### Task objective
Among the records below, find the lines that hold the word "align" and report how many there are, with no other words.

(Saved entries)
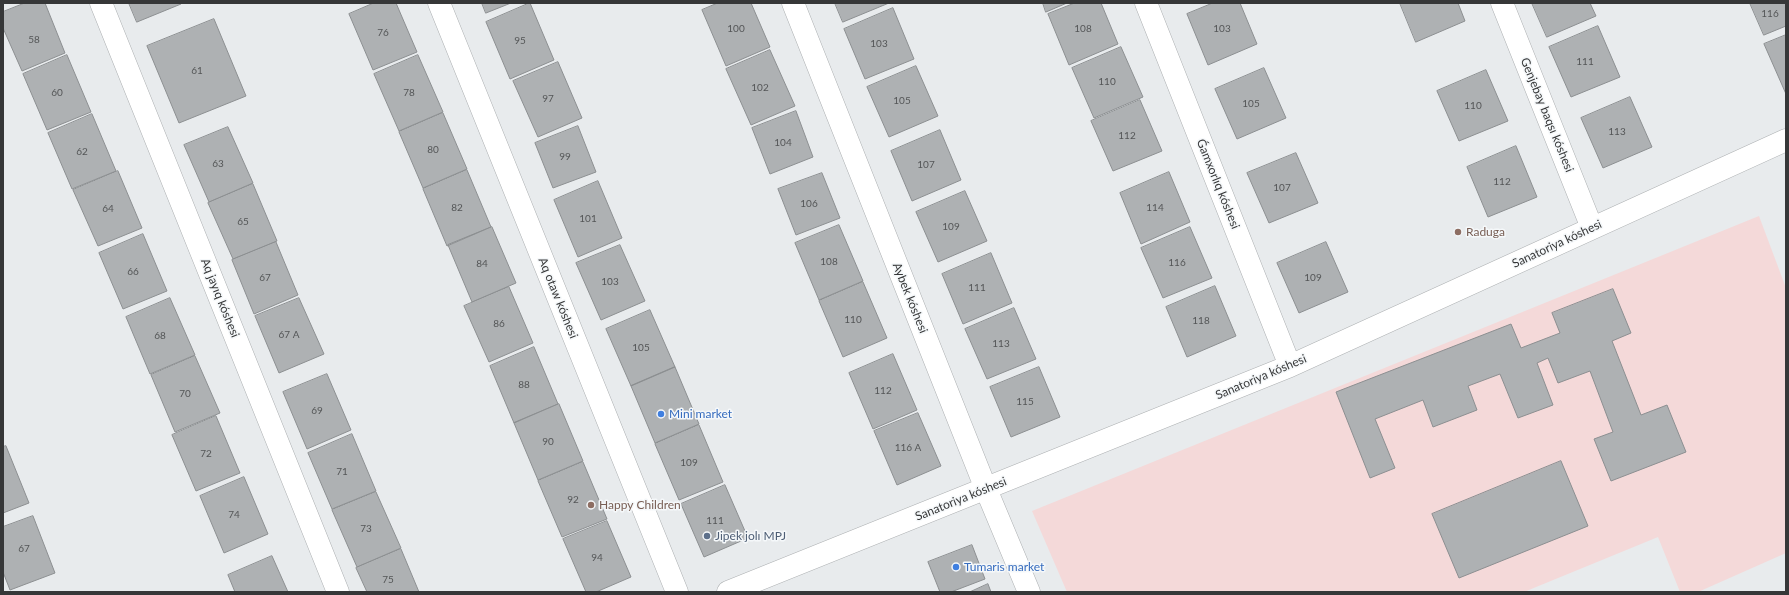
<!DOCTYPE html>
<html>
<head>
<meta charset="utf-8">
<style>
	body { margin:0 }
	#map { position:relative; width:1789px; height:595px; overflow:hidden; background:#e8ebed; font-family:Lato,sans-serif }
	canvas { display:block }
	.frame { position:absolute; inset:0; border:4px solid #363738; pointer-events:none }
</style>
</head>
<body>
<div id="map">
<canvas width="1789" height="595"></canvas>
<div class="frame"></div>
</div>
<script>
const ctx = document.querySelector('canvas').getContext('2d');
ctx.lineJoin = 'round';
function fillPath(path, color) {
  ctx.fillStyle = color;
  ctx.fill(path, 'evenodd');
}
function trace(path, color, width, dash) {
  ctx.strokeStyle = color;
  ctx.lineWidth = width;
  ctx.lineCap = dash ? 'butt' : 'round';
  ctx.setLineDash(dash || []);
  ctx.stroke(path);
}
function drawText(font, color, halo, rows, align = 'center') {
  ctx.font = font + ' Lato,sans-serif';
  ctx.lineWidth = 3;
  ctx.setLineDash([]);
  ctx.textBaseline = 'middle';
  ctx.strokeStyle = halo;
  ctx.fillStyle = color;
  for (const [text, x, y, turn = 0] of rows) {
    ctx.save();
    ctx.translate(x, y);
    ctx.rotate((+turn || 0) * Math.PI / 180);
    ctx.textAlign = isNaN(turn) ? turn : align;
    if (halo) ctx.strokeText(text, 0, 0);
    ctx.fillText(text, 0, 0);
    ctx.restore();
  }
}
fillPath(new Path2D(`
	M 1759,216 L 1786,288 L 1786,553 L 1698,592 L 1680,592 L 1658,537 L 1524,592 L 1067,592 L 1032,511 Z`), '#f4d9d9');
const building = new Path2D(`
	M 25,3 L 45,3 L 65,53 L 22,71 L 3,28 L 3,12 Z
	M 129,3 L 181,3 L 181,4 L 137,22 Z
	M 374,3 L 396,3 L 417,52 L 373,70 L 349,14 Z
	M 482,3 L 511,3 L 486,13 Z
	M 530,3 L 554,60 L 510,79 L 486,22 Z
	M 718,3 L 751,3 L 770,47 L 726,66 L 702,10 Z
	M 835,3 L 889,3 L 843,22 Z
	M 1043,3 L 1067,3 L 1046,12 Z
	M 1075,3 L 1101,3 L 1118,44 L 1069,65 L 1048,14 Z
	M 1213,3 L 1240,3 L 1257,44 L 1208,65 L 1187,14 Z
	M 1400,3 L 1458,3 L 1465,21 L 1416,42 Z
	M 1532,3 L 1590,3 L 1596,16 L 1547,37 Z
	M 1750,3 L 1786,3 L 1786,26 L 1764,35 Z
	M 893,8 L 914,59 L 865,79 L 844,29 Z
	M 214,19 L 246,96 L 179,123 L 147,46 Z
	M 1598,26 L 1620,77 L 1571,97 L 1549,47 Z
	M 1786,35 L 1786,94 L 1764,44 Z
	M 1121,47 L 1143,97 L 1094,118 L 1072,68 Z
	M 770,50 L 795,106 L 751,125 L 726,69 Z
	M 67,55 L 91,112 L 47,130 L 23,74 Z
	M 418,55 L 443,112 L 399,131 L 374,74 Z
	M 558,62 L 582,118 L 538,137 L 513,81 Z
	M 916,66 L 938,116 L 889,137 L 867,87 Z
	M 1264,68 L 1286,118 L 1237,139 L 1215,89 Z
	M 1486,70 L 1508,121 L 1459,141 L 1437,91 Z
	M 1630,97 L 1652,147 L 1603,168 L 1581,118 Z
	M 1140,100 L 1162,151 L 1113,171 L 1091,121 Z
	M 796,111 L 813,157 L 770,174 L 752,128 Z
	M 443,113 L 467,169 L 423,188 L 399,132 Z
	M 92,114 L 116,171 L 72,189 L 48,133 Z
	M 578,126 L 596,172 L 553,188 L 535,143 Z
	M 228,127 L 253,183 L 209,202 L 184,145 Z
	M 940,130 L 961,180 L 912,201 L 891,151 Z
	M 1516,146 L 1537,197 L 1488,217 L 1467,167 Z
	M 1296,153 L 1318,203 L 1269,223 L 1247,173 Z
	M 467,170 L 491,227 L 447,246 L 423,189 Z
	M 118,171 L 142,228 L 98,246 L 73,190 Z
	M 1169,172 L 1190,222 L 1141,244 L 1120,193 Z
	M 822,173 L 840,218 L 796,235 L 778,189 Z
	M 598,181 L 622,238 L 578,257 L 554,200 Z
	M 253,184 L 277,241 L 233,259 L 208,203 Z
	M 965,191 L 987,241 L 938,262 L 916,212 Z
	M 839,225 L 863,281 L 819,300 L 795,243 Z
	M 492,227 L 516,283 L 472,302 L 448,245 Z
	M 1190,227 L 1212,278 L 1163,298 L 1141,248 Z
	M 143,234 L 167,291 L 123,309 L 99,253 Z
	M 276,242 L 298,295 L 254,314 L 232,260 Z
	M 1326,242 L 1348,292 L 1299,313 L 1277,263 Z
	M 620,245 L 645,301 L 601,320 L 576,263 Z
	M 991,253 L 1012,303 L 963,324 L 942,274 Z
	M 863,282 L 887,338 L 843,357 L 819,301 Z
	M 1215,286 L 1236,336 L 1187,357 L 1166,307 Z
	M 509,287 L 533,343 L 489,362 L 464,306 Z
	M 1613,289 L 1631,333 L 1612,341 L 1641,415 L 1667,405 L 1686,452 L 1611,481 L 1594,439 L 1613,432 L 1590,371 L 1558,383 L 1548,358 L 1537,363 L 1553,405 L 1518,418 L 1500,374 L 1468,386 L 1477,410 L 1433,427 L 1423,400 L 1375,419 L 1395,468 L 1370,478 L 1336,392 L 1511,324 L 1521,348 L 1560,333 L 1552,313 Z
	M 170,298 L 195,355 L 150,374 L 126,317 Z
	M 299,298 L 324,354 L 279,373 L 255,316 Z
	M 1014,308 L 1036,359 L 987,379 L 965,329 Z
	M 650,310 L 675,367 L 631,386 L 606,329 Z
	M 534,347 L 558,404 L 514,423 L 490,366 Z
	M 893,354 L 917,410 L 873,429 L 849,373 Z
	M 195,356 L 220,413 L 175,432 L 151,375 Z
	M 675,367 L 699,424 L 655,443 L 631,386 Z
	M 1039,367 L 1060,417 L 1011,437 L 990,387 Z
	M 327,374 L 351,430 L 307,449 L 283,392 Z
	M 559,404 L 583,461 L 538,480 L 514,423 Z
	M 918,413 L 941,466 L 897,485 L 874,431 Z
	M 216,416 L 240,473 L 196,491 L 172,435 Z
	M 699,425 L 723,482 L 679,500 L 655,444 Z
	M 352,434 L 376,491 L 332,509 L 308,453 Z
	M 6,446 L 29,503 L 3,513 L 3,447 Z
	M 1561,461 L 1588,526 L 1459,578 L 1432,514 Z
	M 583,462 L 607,519 L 562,537 L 538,481 Z
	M 244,477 L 268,534 L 224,553 L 200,496 Z
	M 725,485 L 748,538 L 704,557 L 681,504 Z
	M 376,492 L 401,548 L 357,567 L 332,510 Z
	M 33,516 L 55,573 L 10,590 L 3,572 L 3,527 Z
	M 607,521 L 631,577 L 596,592 L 586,592 L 563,539 Z
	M 972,545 L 985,579 L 951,592 L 940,592 L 928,562 Z
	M 401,549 L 419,592 L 367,592 L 356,568 Z
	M 272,556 L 288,592 L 235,592 L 228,575 Z
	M 988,584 L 991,592 L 970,592 Z`);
fillPath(building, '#aeb1b3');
trace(building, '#8c8f91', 1);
const minor = new Path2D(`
	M 101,3 L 338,592
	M 439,3 L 677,592
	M 793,3 L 986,489 L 1029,592
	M 1146,3 L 1290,366
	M 1502,3 L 1592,228
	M 728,592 L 1290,366 L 1786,140`);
trace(minor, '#adb0b2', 23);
trace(minor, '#fff', 22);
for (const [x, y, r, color] of [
	[1458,232,4,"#8d6e63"],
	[661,414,4,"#3f7fe0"],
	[591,505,4,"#8d6e63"],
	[707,536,4,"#5c6f8a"],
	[956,567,4,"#3f7fe0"]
]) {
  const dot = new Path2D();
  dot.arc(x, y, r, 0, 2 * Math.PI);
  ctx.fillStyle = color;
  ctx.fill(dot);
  trace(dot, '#f5f8fa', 1.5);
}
drawText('10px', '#545657', null, [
	["116",1770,14],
	["100",736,29],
	["108",1083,29],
	["103",1222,29],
	["76",383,33],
	["58",34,40],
	["95",520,41],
	["103",879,44],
	["111",1585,62],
	["61",197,71],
	["110",1107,82],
	["102",760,88],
	["60",57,93],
	["78",409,93],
	["97",548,99],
	["105",902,101],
	["105",1251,104],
	["110",1473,106],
	["113",1617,132],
	["112",1127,136],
	["104",783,143],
	["80",433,150],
	["62",82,152],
	["99",565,157],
	["63",218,164],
	["107",926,165],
	["112",1502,182],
	["107",1282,188],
	["106",809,204],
	["82",457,208],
	["114",1155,208],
	["64",108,209],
	["101",588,219],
	["65",243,222],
	["109",951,227],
	["108",829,262],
	["116",1177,263],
	["84",482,264],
	["66",133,272],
	["67",265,278],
	["109",1313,278],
	["103",610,282],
	["111",977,288],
	["110",853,320],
	["118",1201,321],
	["86",499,324],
	["67 А",289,335],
	["68",160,336],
	["113",1001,344],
	["105",641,348],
	["88",524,385],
	["112",883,391],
	["70",185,394],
	["115",1025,402],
	["69",317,411],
	["90",548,442],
	["116 А",908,448],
	["72",206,454],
	["109",689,463],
	["71",342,472],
	["92",573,500],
	["74",234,515],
	["111",715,521],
	["73",366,529],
	["67",24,549],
	["94",597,558],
	["75",388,580]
]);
drawText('12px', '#363738', '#f5f8fa', [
	["Genjebay baqsı kóshesi",1547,115,68],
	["Ǵamxorlıq kóshesi",1218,184,68],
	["Sanatoriya kóshesi",1557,244,-25],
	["Aq jayıq kóshesi",220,298,68],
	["Aq otaw kóshesi",558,298,68],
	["Aybek kóshesi",910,298,68],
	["Sanatoriya kóshesi",1261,377,-23],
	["Sanatoriya kóshesi",961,499,-22]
]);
drawText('12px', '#785e54', '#f5f8fa', [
	["Raduga",1466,232],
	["Happy Children",599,505]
], 'left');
drawText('12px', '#366cbe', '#f5f8fa', [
	["Mini market",669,414],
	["Tumaris market",964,567]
], 'left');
drawText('12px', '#4e5e75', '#f5f8fa', [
	["Jipek jolı MPJ",715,536]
], 'left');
</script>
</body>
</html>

### Exercise answer
2